%%
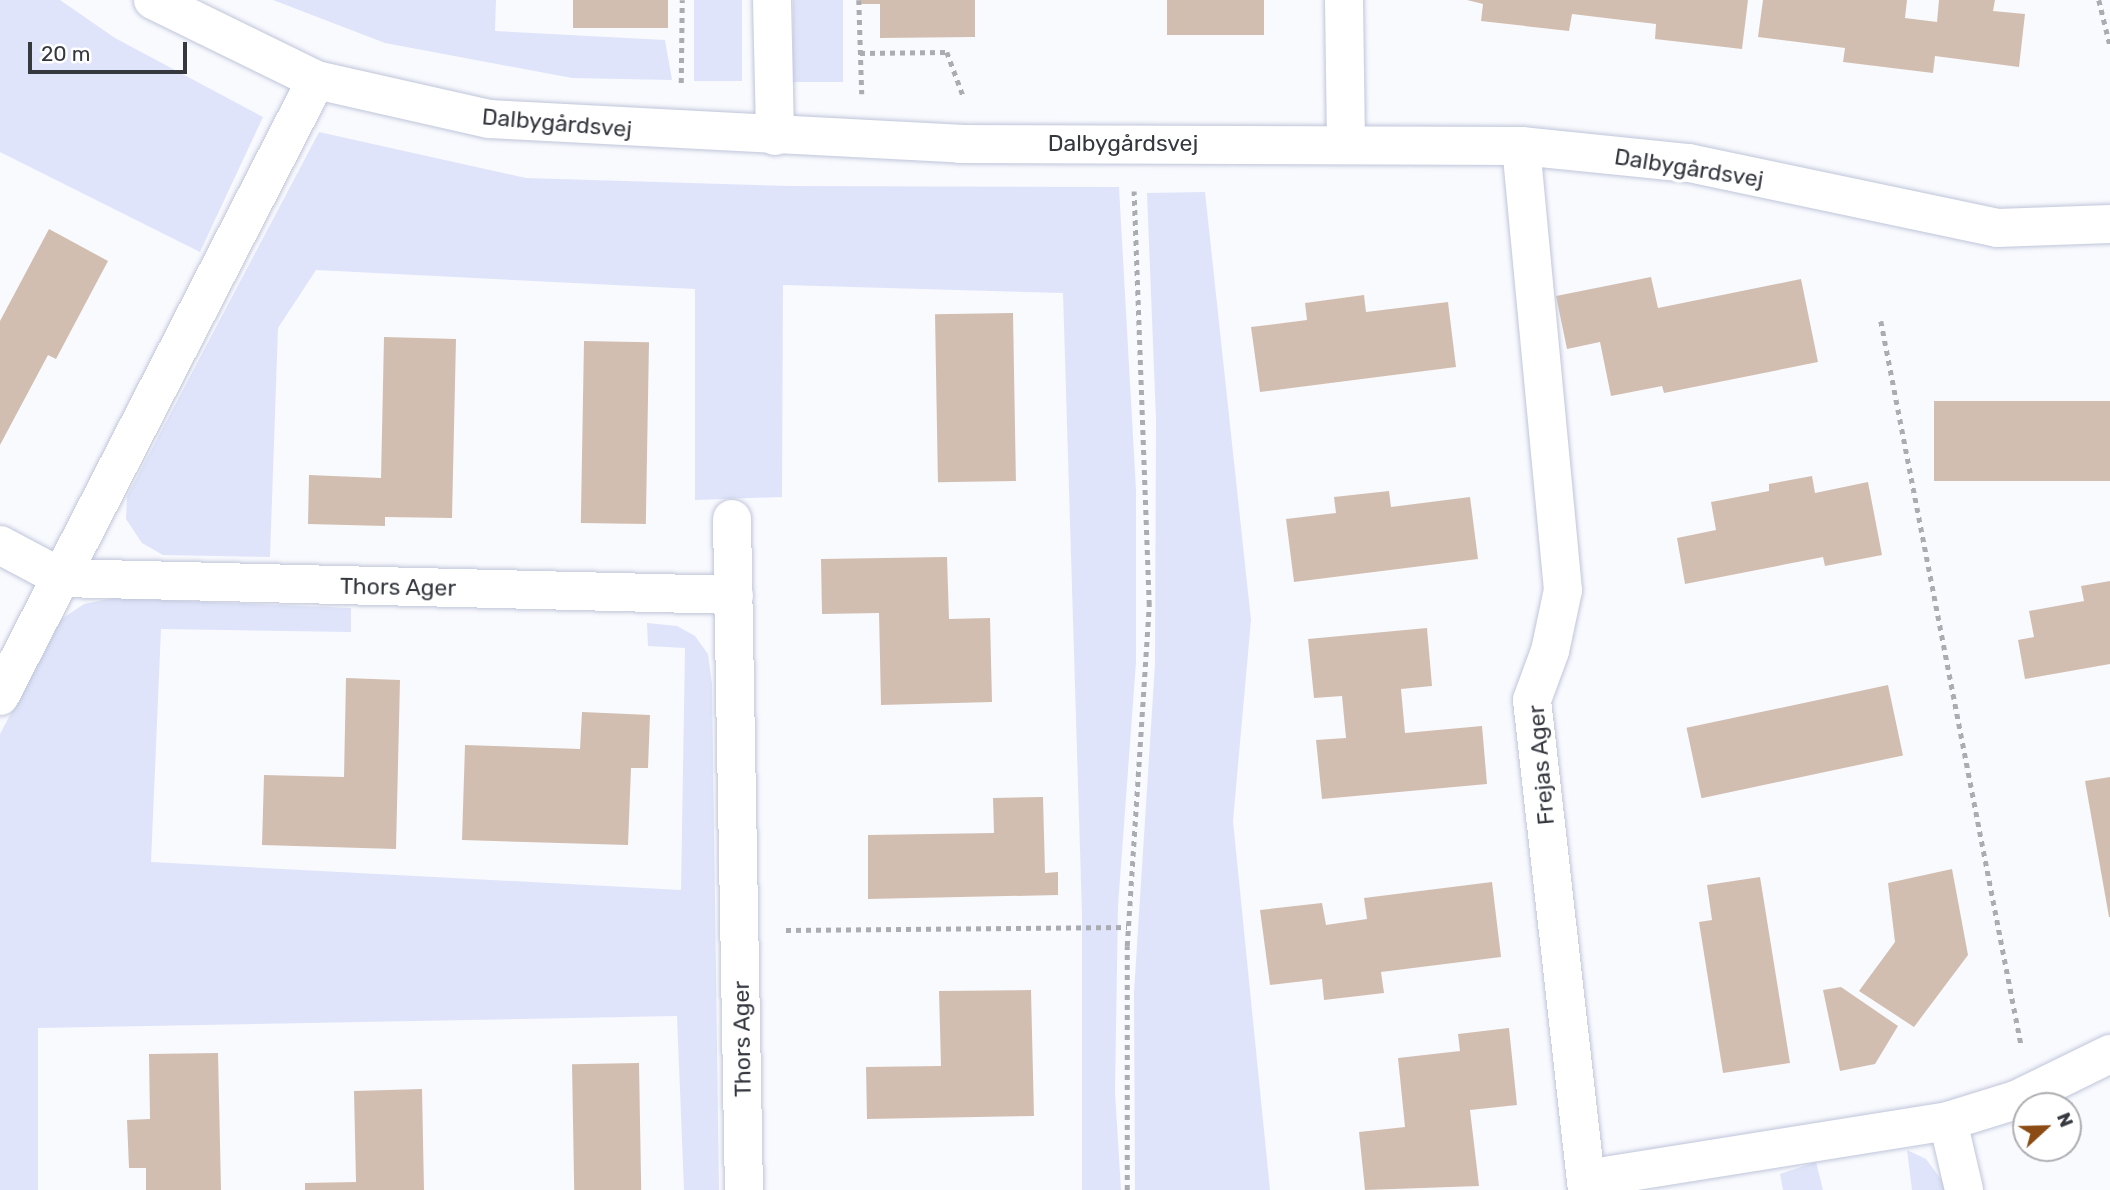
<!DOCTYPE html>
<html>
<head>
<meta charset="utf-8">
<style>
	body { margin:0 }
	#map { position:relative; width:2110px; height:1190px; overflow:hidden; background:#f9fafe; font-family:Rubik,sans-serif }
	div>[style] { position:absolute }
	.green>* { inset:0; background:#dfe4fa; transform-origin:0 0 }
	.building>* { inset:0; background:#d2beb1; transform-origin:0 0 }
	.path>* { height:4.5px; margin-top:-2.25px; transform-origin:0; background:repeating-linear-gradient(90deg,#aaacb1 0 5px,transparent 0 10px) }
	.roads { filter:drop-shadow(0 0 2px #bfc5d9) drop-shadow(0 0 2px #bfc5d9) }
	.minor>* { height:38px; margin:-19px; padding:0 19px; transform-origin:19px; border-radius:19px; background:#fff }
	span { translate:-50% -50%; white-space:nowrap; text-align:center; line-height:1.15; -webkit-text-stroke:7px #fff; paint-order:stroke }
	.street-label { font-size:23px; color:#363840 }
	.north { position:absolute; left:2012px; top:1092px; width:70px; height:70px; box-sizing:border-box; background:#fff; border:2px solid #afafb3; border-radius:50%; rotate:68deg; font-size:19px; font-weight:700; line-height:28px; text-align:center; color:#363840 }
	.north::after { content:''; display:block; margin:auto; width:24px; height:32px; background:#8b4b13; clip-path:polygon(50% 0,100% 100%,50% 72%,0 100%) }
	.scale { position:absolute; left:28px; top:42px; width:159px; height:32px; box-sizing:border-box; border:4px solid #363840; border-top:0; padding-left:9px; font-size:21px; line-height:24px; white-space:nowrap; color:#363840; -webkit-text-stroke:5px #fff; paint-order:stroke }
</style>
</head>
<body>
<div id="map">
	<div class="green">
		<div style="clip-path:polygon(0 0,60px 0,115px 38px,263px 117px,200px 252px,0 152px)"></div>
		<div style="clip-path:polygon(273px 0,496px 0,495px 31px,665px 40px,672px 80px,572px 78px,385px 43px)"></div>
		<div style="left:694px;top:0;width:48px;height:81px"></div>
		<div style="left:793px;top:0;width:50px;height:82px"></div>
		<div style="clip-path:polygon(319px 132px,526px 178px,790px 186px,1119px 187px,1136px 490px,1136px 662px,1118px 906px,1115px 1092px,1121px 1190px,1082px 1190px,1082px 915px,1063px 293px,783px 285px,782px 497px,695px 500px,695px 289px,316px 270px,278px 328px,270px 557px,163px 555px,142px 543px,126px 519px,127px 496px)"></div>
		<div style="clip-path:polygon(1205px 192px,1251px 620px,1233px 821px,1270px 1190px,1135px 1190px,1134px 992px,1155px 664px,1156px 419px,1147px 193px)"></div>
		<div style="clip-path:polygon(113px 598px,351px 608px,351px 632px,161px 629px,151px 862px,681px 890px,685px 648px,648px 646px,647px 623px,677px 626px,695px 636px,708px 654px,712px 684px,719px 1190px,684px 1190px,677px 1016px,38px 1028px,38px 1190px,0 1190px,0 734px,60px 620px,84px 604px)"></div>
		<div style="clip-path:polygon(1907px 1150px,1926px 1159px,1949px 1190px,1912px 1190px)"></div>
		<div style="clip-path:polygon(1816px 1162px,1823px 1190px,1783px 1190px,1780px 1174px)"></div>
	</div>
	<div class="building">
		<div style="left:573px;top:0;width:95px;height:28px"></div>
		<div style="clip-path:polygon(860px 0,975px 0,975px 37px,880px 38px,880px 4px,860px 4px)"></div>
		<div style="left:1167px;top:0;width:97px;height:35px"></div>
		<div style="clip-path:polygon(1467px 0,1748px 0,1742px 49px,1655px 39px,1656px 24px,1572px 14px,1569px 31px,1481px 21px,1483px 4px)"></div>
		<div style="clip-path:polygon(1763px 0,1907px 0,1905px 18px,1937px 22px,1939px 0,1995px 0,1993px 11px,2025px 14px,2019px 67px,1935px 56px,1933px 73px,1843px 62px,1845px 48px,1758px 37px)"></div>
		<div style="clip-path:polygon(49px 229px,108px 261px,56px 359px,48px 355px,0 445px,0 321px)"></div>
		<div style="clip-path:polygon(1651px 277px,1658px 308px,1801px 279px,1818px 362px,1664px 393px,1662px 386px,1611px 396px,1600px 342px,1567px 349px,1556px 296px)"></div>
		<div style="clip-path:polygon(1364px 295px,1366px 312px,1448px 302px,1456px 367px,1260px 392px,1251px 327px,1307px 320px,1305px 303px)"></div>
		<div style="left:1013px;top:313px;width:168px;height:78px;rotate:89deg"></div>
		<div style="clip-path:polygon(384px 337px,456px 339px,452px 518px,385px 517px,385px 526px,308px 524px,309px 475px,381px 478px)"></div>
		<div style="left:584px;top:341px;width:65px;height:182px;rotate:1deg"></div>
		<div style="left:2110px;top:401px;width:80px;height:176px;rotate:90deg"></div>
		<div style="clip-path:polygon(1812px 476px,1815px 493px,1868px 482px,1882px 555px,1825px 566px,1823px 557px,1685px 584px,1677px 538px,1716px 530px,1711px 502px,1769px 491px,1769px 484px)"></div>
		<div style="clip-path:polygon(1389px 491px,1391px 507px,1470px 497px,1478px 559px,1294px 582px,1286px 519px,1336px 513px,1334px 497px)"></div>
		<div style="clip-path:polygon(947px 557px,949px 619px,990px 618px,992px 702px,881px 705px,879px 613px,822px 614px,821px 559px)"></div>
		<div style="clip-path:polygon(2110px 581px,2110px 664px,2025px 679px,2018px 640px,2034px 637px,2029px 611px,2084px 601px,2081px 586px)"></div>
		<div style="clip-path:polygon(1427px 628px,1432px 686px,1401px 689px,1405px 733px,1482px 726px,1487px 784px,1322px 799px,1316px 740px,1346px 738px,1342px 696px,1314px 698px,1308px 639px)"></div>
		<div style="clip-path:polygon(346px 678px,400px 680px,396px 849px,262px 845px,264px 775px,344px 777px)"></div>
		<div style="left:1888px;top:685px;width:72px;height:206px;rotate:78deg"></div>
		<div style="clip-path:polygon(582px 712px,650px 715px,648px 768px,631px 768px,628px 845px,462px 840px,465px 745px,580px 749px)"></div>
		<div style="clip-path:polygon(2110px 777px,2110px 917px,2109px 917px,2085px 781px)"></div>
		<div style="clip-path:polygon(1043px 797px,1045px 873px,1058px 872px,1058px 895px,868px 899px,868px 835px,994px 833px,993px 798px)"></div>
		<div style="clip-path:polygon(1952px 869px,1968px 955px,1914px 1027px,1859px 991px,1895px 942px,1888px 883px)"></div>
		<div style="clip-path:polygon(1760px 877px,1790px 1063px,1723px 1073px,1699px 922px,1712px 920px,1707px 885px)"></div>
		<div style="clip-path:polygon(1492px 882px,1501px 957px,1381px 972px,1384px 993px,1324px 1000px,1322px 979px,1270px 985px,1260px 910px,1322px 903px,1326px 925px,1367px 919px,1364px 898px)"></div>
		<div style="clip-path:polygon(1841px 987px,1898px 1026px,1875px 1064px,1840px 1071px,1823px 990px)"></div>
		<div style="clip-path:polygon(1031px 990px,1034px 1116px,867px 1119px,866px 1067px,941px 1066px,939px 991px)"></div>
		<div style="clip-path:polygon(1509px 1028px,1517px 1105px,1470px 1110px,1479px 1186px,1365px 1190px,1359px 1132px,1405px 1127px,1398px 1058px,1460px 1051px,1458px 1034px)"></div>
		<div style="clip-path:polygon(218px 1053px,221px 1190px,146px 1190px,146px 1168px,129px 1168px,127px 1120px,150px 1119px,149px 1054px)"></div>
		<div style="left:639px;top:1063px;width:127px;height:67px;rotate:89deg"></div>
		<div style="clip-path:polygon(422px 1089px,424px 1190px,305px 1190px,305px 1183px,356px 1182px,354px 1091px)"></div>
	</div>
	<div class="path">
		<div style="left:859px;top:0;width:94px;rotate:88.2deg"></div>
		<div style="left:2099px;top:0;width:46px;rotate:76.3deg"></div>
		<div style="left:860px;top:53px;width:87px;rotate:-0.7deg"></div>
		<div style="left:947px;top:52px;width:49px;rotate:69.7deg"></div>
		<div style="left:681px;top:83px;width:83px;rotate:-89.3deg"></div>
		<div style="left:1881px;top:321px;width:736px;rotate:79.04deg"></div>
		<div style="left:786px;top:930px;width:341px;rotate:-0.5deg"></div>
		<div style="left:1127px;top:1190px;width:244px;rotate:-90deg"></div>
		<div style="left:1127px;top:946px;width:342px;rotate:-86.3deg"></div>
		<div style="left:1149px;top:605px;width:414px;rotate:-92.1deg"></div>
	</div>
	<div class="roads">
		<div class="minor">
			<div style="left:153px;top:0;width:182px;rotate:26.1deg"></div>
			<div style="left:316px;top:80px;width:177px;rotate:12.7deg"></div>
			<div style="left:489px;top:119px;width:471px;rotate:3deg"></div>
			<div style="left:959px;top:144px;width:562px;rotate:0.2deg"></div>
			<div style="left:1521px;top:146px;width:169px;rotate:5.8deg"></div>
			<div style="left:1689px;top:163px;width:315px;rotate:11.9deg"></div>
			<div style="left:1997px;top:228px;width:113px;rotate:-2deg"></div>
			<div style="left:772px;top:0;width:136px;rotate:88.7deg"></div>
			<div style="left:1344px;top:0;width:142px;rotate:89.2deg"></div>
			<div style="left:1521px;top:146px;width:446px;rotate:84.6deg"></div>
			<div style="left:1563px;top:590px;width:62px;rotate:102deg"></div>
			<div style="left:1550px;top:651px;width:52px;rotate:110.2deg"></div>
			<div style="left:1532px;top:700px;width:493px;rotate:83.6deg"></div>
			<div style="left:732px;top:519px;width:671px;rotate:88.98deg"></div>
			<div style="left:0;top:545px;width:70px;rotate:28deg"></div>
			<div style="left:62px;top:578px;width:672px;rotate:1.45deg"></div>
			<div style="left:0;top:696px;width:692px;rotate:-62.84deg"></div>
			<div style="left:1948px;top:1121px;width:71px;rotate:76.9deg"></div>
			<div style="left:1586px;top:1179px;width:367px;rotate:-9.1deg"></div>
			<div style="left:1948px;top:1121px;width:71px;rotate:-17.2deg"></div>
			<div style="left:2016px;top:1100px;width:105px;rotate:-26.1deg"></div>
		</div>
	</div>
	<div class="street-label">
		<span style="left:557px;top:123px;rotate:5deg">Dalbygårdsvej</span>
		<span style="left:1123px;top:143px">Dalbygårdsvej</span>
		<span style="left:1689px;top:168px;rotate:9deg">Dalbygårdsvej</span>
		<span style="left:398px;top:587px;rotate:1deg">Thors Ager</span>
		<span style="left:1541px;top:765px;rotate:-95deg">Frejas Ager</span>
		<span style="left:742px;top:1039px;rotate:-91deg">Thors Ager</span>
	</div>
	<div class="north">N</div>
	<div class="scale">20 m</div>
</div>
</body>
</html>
%%
%%
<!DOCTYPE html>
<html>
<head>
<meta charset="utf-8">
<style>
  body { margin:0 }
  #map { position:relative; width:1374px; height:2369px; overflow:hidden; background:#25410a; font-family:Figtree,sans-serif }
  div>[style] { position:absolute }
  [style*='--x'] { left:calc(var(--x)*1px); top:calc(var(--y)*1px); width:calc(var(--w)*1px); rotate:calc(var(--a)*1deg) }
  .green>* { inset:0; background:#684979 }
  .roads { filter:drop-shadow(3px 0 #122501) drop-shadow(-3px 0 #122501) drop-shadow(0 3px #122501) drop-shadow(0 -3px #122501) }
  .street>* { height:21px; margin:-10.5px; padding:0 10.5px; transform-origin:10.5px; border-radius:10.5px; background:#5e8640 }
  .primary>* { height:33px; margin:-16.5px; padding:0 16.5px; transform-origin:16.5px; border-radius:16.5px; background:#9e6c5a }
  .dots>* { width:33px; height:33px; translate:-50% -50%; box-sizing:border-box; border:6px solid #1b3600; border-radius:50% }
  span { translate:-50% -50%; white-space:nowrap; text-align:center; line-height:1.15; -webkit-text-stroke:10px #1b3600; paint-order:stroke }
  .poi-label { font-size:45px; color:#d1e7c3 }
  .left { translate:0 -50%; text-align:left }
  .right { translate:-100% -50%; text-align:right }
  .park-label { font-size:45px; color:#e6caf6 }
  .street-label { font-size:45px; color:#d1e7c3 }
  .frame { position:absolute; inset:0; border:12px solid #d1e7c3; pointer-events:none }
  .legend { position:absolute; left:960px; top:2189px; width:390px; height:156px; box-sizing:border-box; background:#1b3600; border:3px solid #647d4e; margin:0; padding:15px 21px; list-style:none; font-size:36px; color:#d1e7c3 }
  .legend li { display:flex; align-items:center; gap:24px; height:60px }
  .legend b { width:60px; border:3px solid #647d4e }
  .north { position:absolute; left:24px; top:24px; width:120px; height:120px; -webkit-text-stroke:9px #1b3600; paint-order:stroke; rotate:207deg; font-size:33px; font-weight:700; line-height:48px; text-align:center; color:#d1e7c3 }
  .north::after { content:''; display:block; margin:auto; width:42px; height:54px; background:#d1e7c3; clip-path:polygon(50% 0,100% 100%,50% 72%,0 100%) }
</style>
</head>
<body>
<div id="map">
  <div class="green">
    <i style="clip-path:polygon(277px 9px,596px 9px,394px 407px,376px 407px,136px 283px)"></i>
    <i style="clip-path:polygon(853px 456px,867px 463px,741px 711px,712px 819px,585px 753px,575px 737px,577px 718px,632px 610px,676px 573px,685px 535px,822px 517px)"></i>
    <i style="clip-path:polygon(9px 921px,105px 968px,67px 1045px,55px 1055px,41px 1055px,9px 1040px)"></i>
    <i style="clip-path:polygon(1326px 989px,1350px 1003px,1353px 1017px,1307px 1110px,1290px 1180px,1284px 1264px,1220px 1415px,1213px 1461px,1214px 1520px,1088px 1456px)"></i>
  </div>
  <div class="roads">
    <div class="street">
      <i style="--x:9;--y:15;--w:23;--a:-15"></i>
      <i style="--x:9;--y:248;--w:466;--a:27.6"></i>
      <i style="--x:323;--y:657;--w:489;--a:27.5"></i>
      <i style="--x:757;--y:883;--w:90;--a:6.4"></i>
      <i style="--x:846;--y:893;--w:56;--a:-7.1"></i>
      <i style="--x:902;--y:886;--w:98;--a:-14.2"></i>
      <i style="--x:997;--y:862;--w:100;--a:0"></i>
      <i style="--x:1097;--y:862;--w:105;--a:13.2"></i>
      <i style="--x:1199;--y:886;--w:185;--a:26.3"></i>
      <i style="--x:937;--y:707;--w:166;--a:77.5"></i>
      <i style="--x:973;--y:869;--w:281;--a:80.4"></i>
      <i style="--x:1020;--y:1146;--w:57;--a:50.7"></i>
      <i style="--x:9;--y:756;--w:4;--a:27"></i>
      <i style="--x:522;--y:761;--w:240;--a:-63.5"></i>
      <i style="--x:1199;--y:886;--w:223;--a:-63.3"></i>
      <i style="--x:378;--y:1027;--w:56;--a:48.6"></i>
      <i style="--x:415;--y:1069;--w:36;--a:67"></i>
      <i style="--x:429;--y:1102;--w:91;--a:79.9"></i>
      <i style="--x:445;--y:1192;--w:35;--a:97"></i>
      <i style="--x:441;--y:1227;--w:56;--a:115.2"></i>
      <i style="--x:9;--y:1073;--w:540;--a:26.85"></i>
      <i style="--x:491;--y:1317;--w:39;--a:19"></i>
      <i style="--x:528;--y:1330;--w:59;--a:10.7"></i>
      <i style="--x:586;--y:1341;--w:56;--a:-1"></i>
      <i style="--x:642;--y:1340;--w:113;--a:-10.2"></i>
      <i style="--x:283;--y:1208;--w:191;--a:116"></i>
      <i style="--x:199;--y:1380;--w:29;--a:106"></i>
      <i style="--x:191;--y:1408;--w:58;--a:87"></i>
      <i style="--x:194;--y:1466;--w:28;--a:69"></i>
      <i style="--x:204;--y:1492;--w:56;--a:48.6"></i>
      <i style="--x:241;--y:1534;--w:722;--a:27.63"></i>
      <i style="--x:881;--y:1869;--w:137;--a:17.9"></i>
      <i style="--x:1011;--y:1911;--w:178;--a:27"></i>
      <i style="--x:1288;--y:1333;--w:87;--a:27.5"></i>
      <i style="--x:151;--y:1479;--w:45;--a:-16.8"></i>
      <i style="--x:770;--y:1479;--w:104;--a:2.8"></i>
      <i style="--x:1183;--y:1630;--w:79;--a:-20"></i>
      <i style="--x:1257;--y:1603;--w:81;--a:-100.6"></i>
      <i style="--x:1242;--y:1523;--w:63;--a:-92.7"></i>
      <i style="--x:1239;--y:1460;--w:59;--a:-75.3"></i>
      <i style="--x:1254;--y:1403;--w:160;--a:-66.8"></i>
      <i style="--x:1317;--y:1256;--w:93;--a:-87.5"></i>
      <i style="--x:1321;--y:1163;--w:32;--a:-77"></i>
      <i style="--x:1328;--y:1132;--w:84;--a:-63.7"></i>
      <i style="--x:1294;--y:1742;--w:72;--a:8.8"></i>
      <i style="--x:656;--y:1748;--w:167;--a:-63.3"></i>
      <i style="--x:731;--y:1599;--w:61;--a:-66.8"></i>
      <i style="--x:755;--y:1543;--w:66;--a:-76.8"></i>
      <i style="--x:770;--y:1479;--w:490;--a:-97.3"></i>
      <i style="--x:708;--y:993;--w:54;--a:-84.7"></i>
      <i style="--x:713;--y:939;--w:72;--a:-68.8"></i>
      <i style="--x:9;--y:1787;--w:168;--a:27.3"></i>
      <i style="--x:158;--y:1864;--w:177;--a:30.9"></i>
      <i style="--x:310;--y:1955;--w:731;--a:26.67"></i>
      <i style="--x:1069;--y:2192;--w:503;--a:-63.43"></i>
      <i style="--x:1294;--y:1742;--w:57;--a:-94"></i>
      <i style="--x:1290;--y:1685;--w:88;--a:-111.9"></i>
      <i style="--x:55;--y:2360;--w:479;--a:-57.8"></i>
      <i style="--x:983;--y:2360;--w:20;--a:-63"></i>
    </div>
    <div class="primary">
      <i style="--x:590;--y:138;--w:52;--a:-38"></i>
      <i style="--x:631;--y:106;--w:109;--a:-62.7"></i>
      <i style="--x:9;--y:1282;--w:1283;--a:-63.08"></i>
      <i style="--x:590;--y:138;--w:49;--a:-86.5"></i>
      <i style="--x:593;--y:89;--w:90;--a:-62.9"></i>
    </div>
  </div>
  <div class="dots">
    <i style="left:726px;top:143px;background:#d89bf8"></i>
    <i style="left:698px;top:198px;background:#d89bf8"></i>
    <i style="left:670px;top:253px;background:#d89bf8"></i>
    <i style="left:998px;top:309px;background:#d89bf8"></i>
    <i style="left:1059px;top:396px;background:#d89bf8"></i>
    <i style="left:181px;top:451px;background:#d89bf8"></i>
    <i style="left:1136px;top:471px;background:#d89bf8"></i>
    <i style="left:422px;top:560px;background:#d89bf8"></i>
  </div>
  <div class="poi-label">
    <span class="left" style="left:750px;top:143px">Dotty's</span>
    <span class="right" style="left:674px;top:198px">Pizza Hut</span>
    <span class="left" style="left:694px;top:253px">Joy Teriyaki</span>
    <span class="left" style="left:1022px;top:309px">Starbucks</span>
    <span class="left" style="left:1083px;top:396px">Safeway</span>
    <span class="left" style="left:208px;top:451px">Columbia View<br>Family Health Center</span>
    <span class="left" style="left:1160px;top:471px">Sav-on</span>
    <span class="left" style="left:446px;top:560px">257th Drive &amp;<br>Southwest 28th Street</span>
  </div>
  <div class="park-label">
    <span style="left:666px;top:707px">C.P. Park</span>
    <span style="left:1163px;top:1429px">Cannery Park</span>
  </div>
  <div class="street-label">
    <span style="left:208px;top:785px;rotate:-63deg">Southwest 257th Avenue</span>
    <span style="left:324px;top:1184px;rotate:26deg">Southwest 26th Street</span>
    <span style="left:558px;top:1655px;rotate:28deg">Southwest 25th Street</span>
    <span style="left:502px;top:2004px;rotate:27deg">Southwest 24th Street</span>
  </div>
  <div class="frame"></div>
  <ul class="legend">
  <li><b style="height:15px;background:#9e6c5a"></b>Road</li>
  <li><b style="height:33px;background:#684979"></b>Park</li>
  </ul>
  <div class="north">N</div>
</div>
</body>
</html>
%%
Go through the records and count the lines that include the string "relative"; state that number alone.

2